[Collected data entries]
______________________________
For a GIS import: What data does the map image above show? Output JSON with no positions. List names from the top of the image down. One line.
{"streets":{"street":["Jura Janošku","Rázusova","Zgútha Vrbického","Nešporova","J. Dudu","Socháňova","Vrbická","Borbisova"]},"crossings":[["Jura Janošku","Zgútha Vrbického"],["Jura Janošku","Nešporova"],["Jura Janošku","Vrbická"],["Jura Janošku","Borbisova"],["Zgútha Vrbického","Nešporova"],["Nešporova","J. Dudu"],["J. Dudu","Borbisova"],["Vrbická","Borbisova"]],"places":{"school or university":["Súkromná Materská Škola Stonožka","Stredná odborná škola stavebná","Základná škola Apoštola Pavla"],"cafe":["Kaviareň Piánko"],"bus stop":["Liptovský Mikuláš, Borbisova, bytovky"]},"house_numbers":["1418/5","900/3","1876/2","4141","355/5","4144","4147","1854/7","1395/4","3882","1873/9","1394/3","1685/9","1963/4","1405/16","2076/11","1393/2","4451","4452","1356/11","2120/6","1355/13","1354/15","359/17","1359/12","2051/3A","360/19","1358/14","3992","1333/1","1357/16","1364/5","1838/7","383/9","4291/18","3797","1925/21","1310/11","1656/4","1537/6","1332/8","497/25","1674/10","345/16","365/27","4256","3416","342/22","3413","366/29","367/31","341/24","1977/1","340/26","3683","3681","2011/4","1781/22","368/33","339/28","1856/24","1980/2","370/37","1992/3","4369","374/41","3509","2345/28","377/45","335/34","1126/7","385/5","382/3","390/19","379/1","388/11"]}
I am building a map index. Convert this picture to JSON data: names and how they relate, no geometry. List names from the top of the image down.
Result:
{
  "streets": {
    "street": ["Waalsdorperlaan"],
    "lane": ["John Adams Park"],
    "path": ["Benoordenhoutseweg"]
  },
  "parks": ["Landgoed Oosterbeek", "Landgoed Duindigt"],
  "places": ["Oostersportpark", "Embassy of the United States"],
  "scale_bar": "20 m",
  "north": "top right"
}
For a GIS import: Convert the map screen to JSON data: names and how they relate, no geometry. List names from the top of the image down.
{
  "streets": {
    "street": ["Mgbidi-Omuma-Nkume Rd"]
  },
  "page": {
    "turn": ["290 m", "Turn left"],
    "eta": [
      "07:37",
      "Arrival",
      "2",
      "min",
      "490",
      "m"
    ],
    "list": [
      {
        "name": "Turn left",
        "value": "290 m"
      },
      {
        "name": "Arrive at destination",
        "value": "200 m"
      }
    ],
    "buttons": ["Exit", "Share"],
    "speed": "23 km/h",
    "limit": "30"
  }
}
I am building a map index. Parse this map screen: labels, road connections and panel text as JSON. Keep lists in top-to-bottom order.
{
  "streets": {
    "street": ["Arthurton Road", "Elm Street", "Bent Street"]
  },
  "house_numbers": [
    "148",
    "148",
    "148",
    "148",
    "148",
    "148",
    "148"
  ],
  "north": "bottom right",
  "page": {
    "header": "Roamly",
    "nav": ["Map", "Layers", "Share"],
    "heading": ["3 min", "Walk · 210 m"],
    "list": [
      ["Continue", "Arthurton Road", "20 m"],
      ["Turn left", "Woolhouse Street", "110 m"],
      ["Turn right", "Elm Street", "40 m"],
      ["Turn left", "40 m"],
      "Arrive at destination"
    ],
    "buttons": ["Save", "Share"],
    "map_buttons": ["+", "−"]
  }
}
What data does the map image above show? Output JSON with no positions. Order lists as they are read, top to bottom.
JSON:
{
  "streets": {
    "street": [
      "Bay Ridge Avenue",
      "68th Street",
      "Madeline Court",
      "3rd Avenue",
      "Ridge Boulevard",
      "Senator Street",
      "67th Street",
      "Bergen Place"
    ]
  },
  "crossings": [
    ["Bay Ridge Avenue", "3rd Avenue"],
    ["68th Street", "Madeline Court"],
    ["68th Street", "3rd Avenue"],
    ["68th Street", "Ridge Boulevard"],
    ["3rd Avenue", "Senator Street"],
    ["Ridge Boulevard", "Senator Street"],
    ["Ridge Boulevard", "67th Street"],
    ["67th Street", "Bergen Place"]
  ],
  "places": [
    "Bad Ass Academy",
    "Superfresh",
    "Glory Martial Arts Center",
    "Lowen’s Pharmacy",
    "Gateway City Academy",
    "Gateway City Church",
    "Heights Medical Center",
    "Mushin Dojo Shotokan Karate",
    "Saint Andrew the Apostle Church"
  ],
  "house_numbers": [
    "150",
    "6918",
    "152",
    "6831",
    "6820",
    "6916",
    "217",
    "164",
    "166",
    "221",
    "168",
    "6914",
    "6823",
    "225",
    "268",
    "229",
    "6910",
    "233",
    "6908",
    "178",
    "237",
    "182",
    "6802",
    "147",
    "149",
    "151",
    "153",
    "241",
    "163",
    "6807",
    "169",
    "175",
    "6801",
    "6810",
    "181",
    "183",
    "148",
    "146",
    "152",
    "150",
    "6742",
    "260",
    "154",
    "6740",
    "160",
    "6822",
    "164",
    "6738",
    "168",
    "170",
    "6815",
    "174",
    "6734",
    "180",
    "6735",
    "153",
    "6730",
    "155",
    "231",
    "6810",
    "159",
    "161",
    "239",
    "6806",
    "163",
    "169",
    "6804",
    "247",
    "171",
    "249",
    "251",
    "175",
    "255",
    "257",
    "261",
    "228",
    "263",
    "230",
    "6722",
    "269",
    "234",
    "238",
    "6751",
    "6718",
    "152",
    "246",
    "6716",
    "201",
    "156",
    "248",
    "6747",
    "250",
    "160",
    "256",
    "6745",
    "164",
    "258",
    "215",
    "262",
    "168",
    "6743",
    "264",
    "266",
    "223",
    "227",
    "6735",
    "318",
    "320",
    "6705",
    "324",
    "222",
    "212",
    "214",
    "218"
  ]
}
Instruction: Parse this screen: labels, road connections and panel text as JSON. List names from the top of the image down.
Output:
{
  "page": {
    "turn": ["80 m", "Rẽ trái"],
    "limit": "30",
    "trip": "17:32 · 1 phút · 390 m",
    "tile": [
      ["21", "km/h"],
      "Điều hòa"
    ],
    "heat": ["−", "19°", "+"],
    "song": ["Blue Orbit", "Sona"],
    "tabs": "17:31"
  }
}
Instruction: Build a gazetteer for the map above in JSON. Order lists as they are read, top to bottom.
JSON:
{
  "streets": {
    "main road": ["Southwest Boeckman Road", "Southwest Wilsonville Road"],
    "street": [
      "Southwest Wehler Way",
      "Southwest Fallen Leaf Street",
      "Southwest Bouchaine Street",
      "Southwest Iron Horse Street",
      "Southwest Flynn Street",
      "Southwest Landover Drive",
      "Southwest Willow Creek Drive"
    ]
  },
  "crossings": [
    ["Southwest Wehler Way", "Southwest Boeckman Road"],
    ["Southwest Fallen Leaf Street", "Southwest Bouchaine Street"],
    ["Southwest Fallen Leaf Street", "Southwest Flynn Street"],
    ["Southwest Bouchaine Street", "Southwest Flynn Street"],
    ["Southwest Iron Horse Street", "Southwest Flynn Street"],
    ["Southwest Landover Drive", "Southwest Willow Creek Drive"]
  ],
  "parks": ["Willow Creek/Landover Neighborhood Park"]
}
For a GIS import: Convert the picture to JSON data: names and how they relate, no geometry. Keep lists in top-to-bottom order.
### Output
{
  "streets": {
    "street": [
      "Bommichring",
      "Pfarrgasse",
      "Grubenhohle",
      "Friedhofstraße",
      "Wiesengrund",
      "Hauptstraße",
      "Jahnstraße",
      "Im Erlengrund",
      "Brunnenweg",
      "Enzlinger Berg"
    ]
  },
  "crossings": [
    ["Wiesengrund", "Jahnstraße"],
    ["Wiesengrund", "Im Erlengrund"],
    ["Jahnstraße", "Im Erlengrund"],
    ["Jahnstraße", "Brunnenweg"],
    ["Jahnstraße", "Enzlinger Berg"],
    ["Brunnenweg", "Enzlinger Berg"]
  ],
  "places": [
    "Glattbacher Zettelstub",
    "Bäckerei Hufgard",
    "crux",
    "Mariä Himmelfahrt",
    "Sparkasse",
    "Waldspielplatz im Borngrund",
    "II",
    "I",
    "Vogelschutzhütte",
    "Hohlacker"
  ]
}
______________________________
[Problem]:
Take every line from the records above that has the word "picture" and copy it.

[Result]:
I am building a map index. Convert this picture to JSON data: names and how they relate, no geometry. List names from the top of the image down.
For a GIS import: Convert the picture to JSON data: names and how they relate, no geometry. Keep lists in top-to-bottom order.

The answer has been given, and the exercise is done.